§ **Exercise brief**
Retype each line of the listing below, word for word.

Input data below:

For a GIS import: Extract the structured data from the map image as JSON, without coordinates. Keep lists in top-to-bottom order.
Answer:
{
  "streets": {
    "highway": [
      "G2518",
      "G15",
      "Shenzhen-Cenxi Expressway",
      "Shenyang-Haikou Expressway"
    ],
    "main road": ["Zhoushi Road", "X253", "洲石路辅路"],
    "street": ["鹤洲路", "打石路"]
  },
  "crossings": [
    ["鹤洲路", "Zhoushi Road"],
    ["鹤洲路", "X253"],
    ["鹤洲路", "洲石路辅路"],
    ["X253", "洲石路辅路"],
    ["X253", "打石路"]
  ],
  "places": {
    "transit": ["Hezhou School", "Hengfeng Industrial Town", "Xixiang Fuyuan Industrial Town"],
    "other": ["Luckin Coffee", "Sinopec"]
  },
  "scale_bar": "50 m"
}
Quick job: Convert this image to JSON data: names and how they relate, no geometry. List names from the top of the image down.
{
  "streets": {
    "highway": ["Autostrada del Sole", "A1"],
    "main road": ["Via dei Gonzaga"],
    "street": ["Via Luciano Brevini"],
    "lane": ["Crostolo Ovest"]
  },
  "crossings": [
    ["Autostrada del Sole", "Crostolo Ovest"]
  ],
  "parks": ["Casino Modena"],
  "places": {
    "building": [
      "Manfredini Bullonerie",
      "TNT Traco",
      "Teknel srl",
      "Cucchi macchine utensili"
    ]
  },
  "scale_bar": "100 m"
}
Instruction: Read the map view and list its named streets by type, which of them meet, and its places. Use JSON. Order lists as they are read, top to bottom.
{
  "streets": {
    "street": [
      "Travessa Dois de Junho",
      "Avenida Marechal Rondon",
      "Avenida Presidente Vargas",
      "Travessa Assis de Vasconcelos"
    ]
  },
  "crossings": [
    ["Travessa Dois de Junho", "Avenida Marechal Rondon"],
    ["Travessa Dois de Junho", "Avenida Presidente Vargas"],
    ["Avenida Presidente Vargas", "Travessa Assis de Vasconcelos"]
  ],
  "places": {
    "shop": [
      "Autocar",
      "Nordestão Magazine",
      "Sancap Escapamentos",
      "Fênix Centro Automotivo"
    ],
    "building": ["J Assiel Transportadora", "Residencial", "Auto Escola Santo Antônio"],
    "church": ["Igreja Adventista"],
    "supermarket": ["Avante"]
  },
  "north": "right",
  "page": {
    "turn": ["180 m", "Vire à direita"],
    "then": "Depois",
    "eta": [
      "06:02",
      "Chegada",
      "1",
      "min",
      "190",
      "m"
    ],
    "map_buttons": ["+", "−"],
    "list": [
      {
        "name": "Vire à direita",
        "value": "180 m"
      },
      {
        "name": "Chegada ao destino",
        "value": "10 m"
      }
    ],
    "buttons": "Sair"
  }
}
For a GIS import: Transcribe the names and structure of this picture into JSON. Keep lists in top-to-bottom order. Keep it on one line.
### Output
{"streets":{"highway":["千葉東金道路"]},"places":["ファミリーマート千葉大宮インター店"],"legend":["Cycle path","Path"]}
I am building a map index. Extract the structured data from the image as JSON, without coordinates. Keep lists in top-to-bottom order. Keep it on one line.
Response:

End of Input data.

§ **Exercise solution**
For a GIS import: Extract the structured data from the map image as JSON, without coordinates. Keep lists in top-to-bottom order.
Answer:
{
  "streets": {
    "highway": [
      "G2518",
      "G15",
      "Shenzhen-Cenxi Expressway",
      "Shenyang-Haikou Expressway"
    ],
    "main road": ["Zhoushi Road", "X253", "洲石路辅路"],
    "street": ["鹤洲路", "打石路"]
  },
  "crossings": [
    ["鹤洲路", "Zhoushi Road"],
    ["鹤洲路", "X253"],
    ["鹤洲路", "洲石路辅路"],
    ["X253", "洲石路辅路"],
    ["X253", "打石路"]
  ],
  "places": {
    "transit": ["Hezhou School", "Hengfeng Industrial Town", "Xixiang Fuyuan Industrial Town"],
    "other": ["Luckin Coffee", "Sinopec"]
  },
  "scale_bar": "50 m"
}
Quick job: Convert this image to JSON data: names and how they relate, no geometry. List names from the top of the image down.
{
  "streets": {
    "highway": ["Autostrada del Sole", "A1"],
    "main road": ["Via dei Gonzaga"],
    "street": ["Via Luciano Brevini"],
    "lane": ["Crostolo Ovest"]
  },
  "crossings": [
    ["Autostrada del Sole", "Crostolo Ovest"]
  ],
  "parks": ["Casino Modena"],
  "places": {
    "building": [
      "Manfredini Bullonerie",
      "TNT Traco",
      "Teknel srl",
      "Cucchi macchine utensili"
    ]
  },
  "scale_bar": "100 m"
}
Instruction: Read the map view and list its named streets by type, which of them meet, and its places. Use JSON. Order lists as they are read, top to bottom.
{
  "streets": {
    "street": [
      "Travessa Dois de Junho",
      "Avenida Marechal Rondon",
      "Avenida Presidente Vargas",
      "Travessa Assis de Vasconcelos"
    ]
  },
  "crossings": [
    ["Travessa Dois de Junho", "Avenida Marechal Rondon"],
    ["Travessa Dois de Junho", "Avenida Presidente Vargas"],
    ["Avenida Presidente Vargas", "Travessa Assis de Vasconcelos"]
  ],
  "places": {
    "shop": [
      "Autocar",
      "Nordestão Magazine",
      "Sancap Escapamentos",
      "Fênix Centro Automotivo"
    ],
    "building": ["J Assiel Transportadora", "Residencial", "Auto Escola Santo Antônio"],
    "church": ["Igreja Adventista"],
    "supermarket": ["Avante"]
  },
  "north": "right",
  "page": {
    "turn": ["180 m", "Vire à direita"],
    "then": "Depois",
    "eta": [
      "06:02",
      "Chegada",
      "1",
      "min",
      "190",
      "m"
    ],
    "map_buttons": ["+", "−"],
    "list": [
      {
        "name": "Vire à direita",
        "value": "180 m"
      },
      {
        "name": "Chegada ao destino",
        "value": "10 m"
      }
    ],
    "buttons": "Sair"
  }
}
For a GIS import: Transcribe the names and structure of this picture into JSON. Keep lists in top-to-bottom order. Keep it on one line.
### Output
{"streets":{"highway":["千葉東金道路"]},"places":["ファミリーマート千葉大宮インター店"],"legend":["Cycle path","Path"]}
I am building a map index. Extract the structured data from the image as JSON, without coordinates. Keep lists in top-to-bottom order. Keep it on one line.
Response:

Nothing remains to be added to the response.